According to Biegelsen, however,
Both groups of patients (the treatment and control groups) received calls from physicians so that the frequency of contact with patients was similar between the 2 groups. To ensure that physicians did not inadvertently disclose the patient’s randomization assignment, standardized clinician communication scripts were provided for use during patient contact. However, we were told that the conversations were very different with each patient group because physicians were forced to call patients in the control group for no reason other than to maintain a balance in the number of calls to each group.
Biegelsen reports that trial investigators have said that this does not represent a serious criticism of the trial, and notes that the FDA had signed off on the trial protocol.
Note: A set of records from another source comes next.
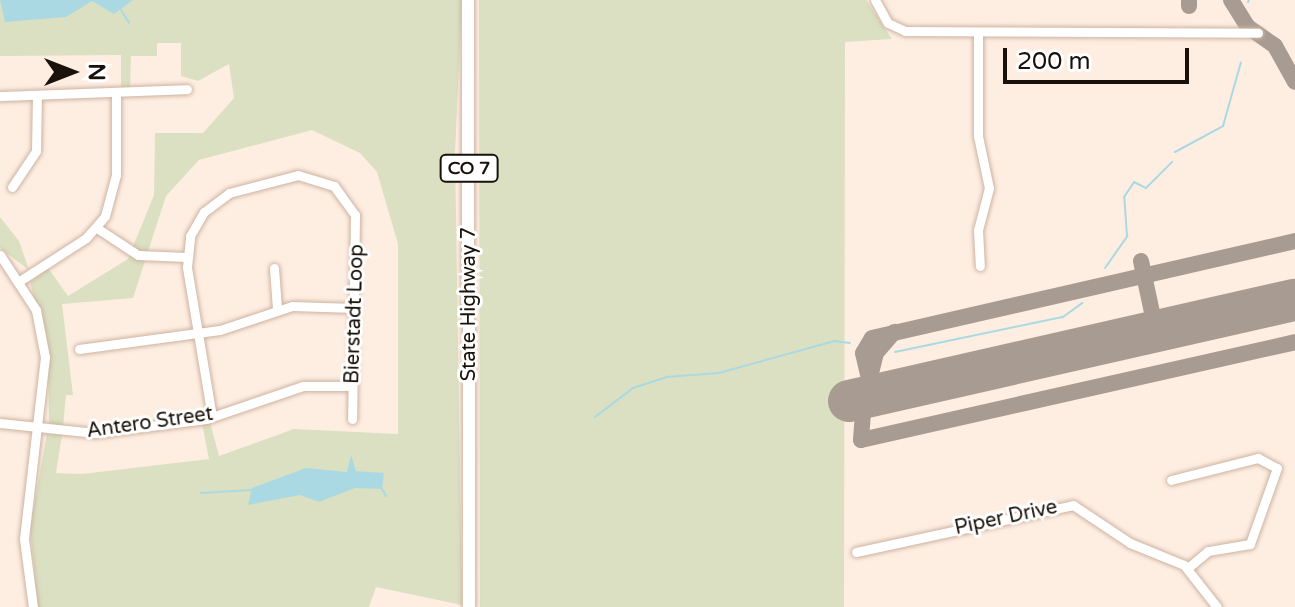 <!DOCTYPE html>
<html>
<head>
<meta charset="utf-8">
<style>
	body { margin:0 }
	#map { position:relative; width:1295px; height:607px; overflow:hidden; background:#feeee2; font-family:"Varela Round",sans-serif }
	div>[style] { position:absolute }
	.green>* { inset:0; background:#dae0c1 }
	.water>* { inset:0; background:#abd9e3 }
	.stream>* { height:2px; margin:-1px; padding:0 1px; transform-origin:1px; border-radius:1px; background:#abd9e3 }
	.taxiway>* { height:16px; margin:-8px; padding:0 8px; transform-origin:8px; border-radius:8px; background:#a89b91 }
	.runway>* { height:42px; margin:-21px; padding:0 21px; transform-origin:21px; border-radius:21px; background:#a89b91 }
	.roads { filter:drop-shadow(0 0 2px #cdb3a1) drop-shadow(0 0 2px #cdb3a1) }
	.minor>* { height:9px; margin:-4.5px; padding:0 4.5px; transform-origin:4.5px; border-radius:4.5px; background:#fff }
	.major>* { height:12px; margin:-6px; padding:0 6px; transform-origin:6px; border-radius:6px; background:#fff }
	span { translate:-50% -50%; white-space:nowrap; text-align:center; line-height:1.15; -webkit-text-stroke:6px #fefffe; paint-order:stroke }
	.shield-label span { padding:2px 6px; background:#fefffe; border:2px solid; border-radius:6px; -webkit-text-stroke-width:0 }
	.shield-label { font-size:18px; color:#19110a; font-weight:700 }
	.street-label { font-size:20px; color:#19110a }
	.north { position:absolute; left:32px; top:32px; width:80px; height:80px; -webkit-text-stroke:6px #fefffe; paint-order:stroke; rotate:90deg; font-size:22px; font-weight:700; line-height:32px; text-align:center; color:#19110a }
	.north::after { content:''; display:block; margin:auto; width:28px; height:36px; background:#19110a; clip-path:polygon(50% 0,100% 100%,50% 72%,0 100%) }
	.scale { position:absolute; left:1003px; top:48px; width:186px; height:36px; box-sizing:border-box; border:4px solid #19110a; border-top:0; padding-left:10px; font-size:24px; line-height:28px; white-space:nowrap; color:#19110a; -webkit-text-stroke:6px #fefffe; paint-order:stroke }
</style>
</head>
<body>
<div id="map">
	<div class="green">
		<i style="clip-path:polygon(0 0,462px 0,455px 153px,462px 605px,376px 587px,369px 607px,38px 607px,30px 527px,47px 434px,62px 435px,56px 473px,82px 474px,209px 459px,202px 423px,210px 422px,219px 456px,294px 429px,398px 434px,398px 244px,377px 172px,360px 153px,312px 130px,199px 160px,166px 196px,133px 298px,62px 304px,73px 395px,66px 395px,63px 426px,49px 423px,48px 348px,30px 282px,48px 268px,68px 296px,128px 259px,154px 195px,155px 133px,203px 133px,234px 98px,229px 64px,198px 81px,181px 76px,181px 43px,157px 43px,157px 56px,131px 56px,130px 90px,121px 91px,121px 55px,0 56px)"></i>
		<i style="clip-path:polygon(479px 0,866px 0,892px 39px,845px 42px,844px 607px,480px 607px)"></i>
		<i style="clip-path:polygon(0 217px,19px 241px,29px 270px,0 248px)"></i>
	</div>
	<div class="water">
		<i style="clip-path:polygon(0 0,133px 0,114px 14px,92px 1px,66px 17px,5px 22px)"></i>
		<i style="clip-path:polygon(351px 455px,356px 471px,384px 473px,382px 489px,355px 488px,319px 502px,300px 495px,248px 505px,252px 488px,306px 468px,347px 472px)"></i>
	</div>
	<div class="stream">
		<i style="left:1248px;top:2px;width:2px;rotate:-63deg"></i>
		<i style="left:121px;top:10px;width:15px;rotate:58deg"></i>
		<i style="left:1175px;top:152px;width:55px;rotate:-28.4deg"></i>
		<i style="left:1223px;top:126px;width:66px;rotate:-74.3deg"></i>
		<i style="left:1105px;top:268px;width:39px;rotate:-55deg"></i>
		<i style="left:1127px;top:236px;width:39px;rotate:-94deg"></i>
		<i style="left:1124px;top:197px;width:18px;rotate:-56deg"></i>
		<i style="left:1134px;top:182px;width:13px;rotate:27deg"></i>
		<i style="left:1146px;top:188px;width:37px;rotate:-45deg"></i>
		<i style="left:895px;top:352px;width:172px;rotate:-11.8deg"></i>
		<i style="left:1063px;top:317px;width:24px;rotate:-36deg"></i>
		<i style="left:595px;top:417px;width:48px;rotate:-37.3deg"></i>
		<i style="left:633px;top:388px;width:35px;rotate:-18deg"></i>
		<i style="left:666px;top:377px;width:53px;rotate:-4.3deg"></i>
		<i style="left:719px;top:373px;width:119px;rotate:-15.5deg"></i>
		<i style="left:834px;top:341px;width:16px;rotate:7deg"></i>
		<i style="left:382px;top:489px;width:8px;rotate:60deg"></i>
		<i style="left:201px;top:493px;width:50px;rotate:-3.4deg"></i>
	</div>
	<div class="taxiway">
		<i style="left:1231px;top:0;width:32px;rotate:58deg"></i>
		<i style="left:1248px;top:27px;width:33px;rotate:35deg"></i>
		<i style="left:1275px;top:46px;width:41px;rotate:60.9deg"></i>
		<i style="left:1189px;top:6px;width:6px;rotate:-90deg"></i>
		<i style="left:1141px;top:261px;width:72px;rotate:77.9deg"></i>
		<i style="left:870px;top:377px;width:25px;rotate:-76deg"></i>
		<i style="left:876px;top:353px;width:28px;rotate:-49deg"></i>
		<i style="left:873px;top:396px;width:44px;rotate:-103.1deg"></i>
		<i style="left:863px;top:353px;width:17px;rotate:-59deg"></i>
		<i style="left:872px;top:338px;width:434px;rotate:-12.9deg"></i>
		<i style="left:864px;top:398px;width:42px;rotate:94.1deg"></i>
		<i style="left:861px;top:440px;width:445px;rotate:-12.7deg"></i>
	</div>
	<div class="runway">
		<i style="left:849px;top:401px;width:457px;rotate:-12.8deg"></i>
	</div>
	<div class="roads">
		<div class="minor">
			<i style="left:875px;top:0;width:26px;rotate:61deg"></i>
			<i style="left:888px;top:23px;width:19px;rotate:25deg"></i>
			<i style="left:905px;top:31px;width:353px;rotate:0.3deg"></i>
			<i style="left:978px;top:32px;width:104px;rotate:90deg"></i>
			<i style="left:978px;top:136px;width:53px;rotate:78.1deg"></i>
			<i style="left:989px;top:188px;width:43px;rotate:104.7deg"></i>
			<i style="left:978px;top:230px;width:36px;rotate:87deg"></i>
			<i style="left:0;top:96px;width:187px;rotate:-2.1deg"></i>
			<i style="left:12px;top:187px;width:43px;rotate:-56.3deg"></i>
			<i style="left:36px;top:151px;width:56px;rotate:-89deg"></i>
			<i style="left:97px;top:228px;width:49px;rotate:33.4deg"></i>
			<i style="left:138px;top:255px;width:49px;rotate:2.3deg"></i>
			<i style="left:0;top:255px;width:66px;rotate:56.8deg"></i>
			<i style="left:36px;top:310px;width:48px;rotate:79.2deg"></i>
			<i style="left:45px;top:357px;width:183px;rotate:96.6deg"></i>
			<i style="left:24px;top:539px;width:69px;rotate:82.5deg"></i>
			<i style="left:274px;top:268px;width:41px;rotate:85.8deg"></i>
			<i style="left:21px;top:280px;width:77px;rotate:-32.9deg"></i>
			<i style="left:86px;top:238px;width:29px;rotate:-49deg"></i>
			<i style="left:105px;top:216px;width:42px;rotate:-75deg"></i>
			<i style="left:116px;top:175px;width:81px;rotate:-90deg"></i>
			<i style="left:79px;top:349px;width:142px;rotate:-7.7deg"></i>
			<i style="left:220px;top:330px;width:76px;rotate:-18.4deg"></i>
			<i style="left:292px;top:306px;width:63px;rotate:1.8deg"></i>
			<i style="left:212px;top:417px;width:152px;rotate:-99.5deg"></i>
			<i style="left:187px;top:267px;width:31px;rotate:-84deg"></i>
			<i style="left:190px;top:236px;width:28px;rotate:-60deg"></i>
			<i style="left:204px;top:212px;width:31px;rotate:-37deg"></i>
			<i style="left:229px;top:193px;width:71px;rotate:-14.6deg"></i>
			<i style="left:298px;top:175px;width:38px;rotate:17deg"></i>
			<i style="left:334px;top:186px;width:36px;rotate:54deg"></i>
			<i style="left:355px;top:215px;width:204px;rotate:90.8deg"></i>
			<i style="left:0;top:423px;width:96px;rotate:6deg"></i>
			<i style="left:95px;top:433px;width:112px;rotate:-7.2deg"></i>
			<i style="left:206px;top:419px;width:102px;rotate:-18.8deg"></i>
			<i style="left:303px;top:386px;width:49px"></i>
			<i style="left:1171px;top:480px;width:90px;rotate:-14.2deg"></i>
			<i style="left:1258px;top:458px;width:21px;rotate:28deg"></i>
			<i style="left:1277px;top:468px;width:81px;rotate:109.6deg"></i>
			<i style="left:1250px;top:544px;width:43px;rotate:170.5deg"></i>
			<i style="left:1208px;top:551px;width:26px;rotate:140deg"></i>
			<i style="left:856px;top:552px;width:222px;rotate:-12.2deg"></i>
			<i style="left:1073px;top:505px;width:69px;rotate:33.7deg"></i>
			<i style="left:1130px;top:543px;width:58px;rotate:22.2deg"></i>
			<i style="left:1184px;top:565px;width:53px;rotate:51.8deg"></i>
		</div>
		<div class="major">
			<i style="left:468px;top:0;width:607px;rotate:89.91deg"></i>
		</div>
	</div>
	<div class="shield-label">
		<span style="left:469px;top:168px">CO 7</span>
	</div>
	<div class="street-label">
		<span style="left:469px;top:304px;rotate:-90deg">State Highway 7</span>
		<span style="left:355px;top:314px;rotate:-88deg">Bierstadt Loop</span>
		<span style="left:150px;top:423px;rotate:-8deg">Antero Street</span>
		<span style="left:1006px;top:518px;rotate:-12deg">Piper Drive</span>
	</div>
	<div class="north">N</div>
	<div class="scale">200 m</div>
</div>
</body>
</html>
Update: Senior management at CardioMEMS has assured me that they are not aware of any extraordinary problems associated with the blinding process in CHAMPION. Although difficulties in trial design and blinding often occur in device trials, CardioMEMS management is not aware of any serious problems that occurred in this area in the trial. The protocol and blinding process was worked out in details with the FDA and the steering committee. CardioMEMS also stated that it believes the FDA has only been conducting routine site audits and that the company is unaware of any serious problems associated with these audits.
Here is the description in the trial protocol of the procedures for handling phone contacts with trial subjects:
A matching phone contact will be generated to a CONTROL group subject when a contact is made to a TREATMENT group subject. The script for both contacts will be identical with the exception of the medication adjustment made to the TREATMENT group subject.
“Hello, (insert subject’s name), this is (insert clinician’s or coordinator’s name) from (insert institution). Thank you for taking your HF pressure measurements. At this time, we would like you to (insert treatment plan, i.e., increase lasix to 40 mg bid, etc.). Please continue to take your daily HF pressure measurements. Thank you.”
“Hello, (insert subject’s name), this is (insert clinician’s or coordinator’s name) from (insert institution). Thank you for taking your HF pressure measurements. At this time, we are not making any changes to your medications. Please continue to take your daily HF pressure measurements. Thank you.”
When a TREATMENT group subject is contacted, the site personnel will randomly select a subject from the CONTROL group and will contact that subject as soon as reasonably possible.
Finally, a blinding survey found that the vast majority of patients in the trial did not know the group to which they had been assigned, and there was no significant difference between the groups in correct guesses.